◆ **Stored entries**

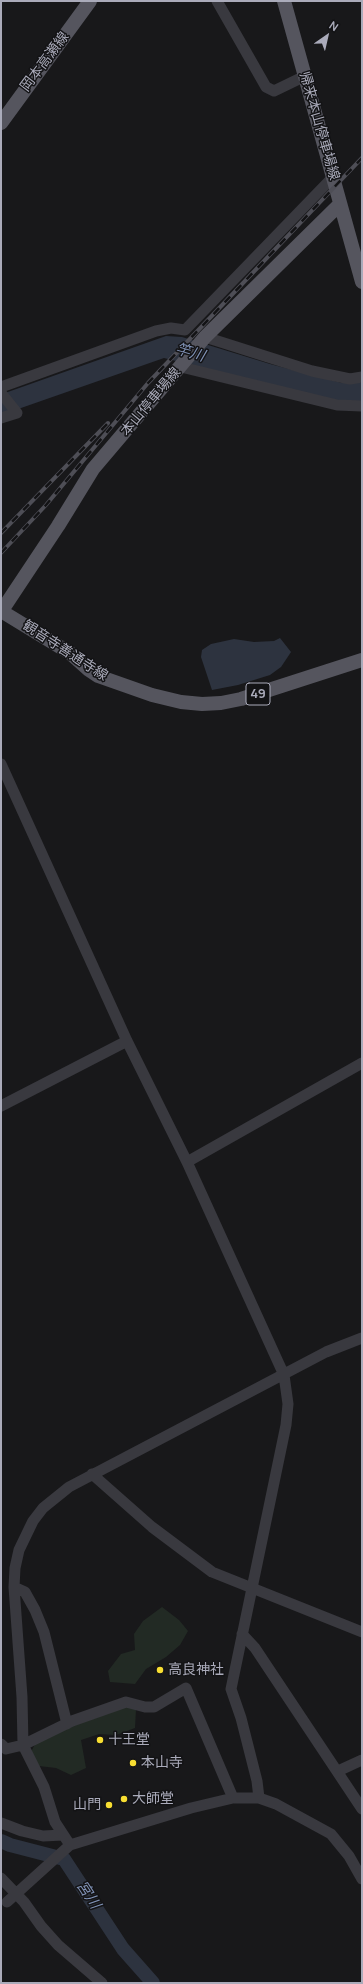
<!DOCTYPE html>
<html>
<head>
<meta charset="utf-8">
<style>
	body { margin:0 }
	#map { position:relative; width:363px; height:1984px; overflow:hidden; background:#18181a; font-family:Manrope,sans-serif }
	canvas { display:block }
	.frame { position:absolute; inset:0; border:2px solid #aaabba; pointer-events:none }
	.north { position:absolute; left:307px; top:16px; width:40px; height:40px; -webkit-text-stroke:3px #131315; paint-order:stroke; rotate:34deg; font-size:11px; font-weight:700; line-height:16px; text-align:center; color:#aaabba }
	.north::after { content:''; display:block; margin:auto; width:14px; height:18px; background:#aaabba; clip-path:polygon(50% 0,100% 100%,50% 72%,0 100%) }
</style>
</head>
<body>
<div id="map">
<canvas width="363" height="1984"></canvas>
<div class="frame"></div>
<div class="north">N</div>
</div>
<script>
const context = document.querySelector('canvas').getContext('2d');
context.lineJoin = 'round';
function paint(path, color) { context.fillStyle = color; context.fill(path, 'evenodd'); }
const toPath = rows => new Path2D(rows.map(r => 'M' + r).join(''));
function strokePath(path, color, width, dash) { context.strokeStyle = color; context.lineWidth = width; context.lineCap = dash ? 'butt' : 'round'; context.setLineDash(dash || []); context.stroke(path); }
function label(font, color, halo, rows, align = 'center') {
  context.font = font + ' Manrope,"Noto Sans JP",sans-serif'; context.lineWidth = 3; context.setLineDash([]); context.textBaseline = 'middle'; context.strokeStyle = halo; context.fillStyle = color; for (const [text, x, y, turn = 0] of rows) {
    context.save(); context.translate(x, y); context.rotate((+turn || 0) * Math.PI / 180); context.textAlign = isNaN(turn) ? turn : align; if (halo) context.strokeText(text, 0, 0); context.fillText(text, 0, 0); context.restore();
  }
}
paint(toPath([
	[162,1607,179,1620,188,1631,180,1645,166,1657,146,1669,135,1684,110,1682,108,1671,121,1654,135,1650,134,1634,143,1621],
	[124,1705,136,1709,135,1728,116,1735,99,1734,81,1740,86,1768,71,1775,56,1768,39,1766,31,1752,37,1740]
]), '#222a24');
paint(toPath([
	[166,336,182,337,270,364,342,383,362,383,362,402,337,401,164,358,1,415,1,395,5,393],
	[280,638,291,652,281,667,270,675,238,685,212,690,201,657,202,650,211,644,234,639,254,642,274,641]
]), '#2d333f');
strokePath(toPath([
	[1,1841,10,1845,64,1859,123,1949,153,1983]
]), '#2d333f', 14);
strokePath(toPath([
	[217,1,266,87,274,91,305,76],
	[205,337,312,371,350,379,362,377],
	[181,367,337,405,362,406],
	[1,387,156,331,171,328,185,330,333,177],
	[1,393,17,413,1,418],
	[1,764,127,1041,187,1162,284,1375,288,1404,286,1425,231,1689,241,1718,257,1781,259,1798],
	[1,1106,127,1041],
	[187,1162,362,1063],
	[92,1474,152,1527,212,1572,362,1632],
	[14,1587,25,1592,35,1610,44,1632,67,1724],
	[242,1634,255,1648,362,1809],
	[1,1744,6,1749,23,1745,72,1721,126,1702,145,1707,154,1707,186,1688,233,1798],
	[338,1771,362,1760],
	[1,1823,22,1831,43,1836,63,1835],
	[70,1845,55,1822,44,1787,23,1745,22,1697,14,1587,15,1568,19,1550,33,1521,43,1508,69,1487,326,1352,362,1338],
	[1,1878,24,1902,41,1926,58,1945,102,1983],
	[7,1902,70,1845,191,1808,233,1798,259,1798,276,1804,331,1834,349,1856,362,1879]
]), '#39393f', 11);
strokePath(toPath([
	[284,1,362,282],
	[1,123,90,1],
	[1,611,70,653,89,670,98,676,152,695,181,702,202,704,221,703,241,699,362,660],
	[1,612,58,526,93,469,205,337,340,204]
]), '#55555e', 14);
const rail = toPath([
	[1,533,108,423],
	[1,553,46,505,148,383,362,158]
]);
strokePath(rail, '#4e4e56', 4);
strokePath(rail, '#131315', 2.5, [8]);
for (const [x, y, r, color] of [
	[160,1670,4,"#f8de32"],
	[100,1740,4,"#f8de32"],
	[133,1763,4,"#f8de32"],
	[124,1799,4,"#f8de32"],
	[109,1805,4,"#f8de32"]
]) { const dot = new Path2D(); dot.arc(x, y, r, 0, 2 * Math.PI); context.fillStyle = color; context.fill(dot); strokePath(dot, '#131315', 1.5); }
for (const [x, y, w] of [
	[258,694,24]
]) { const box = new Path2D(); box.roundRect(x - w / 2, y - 11, w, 22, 3); context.fillStyle = '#131315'; context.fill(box); strokePath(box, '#aaabba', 1); }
label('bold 13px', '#aaabba', null, [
	["49",258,694]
]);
label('14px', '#aaabba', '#131315', [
	["岡本高瀬線",45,62,-53],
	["帰来本山停車場線",319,126,74],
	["本山停車場線",151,402,-50],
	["観音寺善通寺線",65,651,33]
]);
label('14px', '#aaabba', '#131315', [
	["高良神社",168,1670],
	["十王堂",108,1740],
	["本山寺",141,1763],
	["大師堂",132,1799],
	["山門",101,1805,"right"]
], 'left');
label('italic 15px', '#8092b6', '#131315', [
	["竿川",190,353,16],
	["宮川",88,1895,57]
]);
</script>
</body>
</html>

◆ **What the task asks**
Only the span from the line with "for (const [x, y, w]" through the final line of the records goes in the output, each line unchanged.

◆ **Output for this task**
for (const [x, y, w] of [
	[258,694,24]
]) { const box = new Path2D(); box.roundRect(x - w / 2, y - 11, w, 22, 3); context.fillStyle = '#131315'; context.fill(box); strokePath(box, '#aaabba', 1); }
label('bold 13px', '#aaabba', null, [
	["49",258,694]
]);
label('14px', '#aaabba', '#131315', [
	["岡本高瀬線",45,62,-53],
	["帰来本山停車場線",319,126,74],
	["本山停車場線",151,402,-50],
	["観音寺善通寺線",65,651,33]
]);
label('14px', '#aaabba', '#131315', [
	["高良神社",168,1670],
	["十王堂",108,1740],
	["本山寺",141,1763],
	["大師堂",132,1799],
	["山門",101,1805,"right"]
], 'left');
label('italic 15px', '#8092b6', '#131315', [
	["竿川",190,353,16],
	["宮川",88,1895,57]
]);
</script>
</body>
</html>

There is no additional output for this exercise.